[Stored items]
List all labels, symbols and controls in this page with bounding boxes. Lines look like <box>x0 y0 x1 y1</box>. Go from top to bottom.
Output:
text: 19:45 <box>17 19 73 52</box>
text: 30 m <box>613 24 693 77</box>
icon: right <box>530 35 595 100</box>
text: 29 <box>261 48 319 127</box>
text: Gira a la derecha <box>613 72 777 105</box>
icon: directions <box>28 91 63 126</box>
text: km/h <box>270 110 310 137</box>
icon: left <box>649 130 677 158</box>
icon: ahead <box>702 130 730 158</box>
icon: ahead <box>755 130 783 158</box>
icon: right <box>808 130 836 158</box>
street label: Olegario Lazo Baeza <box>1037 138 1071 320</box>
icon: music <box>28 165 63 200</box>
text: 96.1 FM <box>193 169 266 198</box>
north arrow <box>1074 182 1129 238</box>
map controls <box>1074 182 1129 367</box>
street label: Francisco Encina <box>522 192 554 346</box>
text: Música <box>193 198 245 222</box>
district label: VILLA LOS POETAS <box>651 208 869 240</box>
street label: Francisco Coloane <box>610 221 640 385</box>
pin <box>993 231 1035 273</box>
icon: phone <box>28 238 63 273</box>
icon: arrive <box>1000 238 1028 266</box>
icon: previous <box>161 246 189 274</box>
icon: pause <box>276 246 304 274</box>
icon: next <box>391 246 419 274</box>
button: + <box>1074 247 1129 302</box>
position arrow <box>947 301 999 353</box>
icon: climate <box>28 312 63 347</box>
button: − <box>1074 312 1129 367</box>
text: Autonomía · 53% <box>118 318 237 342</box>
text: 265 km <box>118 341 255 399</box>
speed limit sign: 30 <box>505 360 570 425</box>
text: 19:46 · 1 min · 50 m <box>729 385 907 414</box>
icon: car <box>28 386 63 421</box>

* [Work task]:
Report how many lines of the data above hold the string "controls". Nothing else belongs in the answer.

* [Written solution]:
2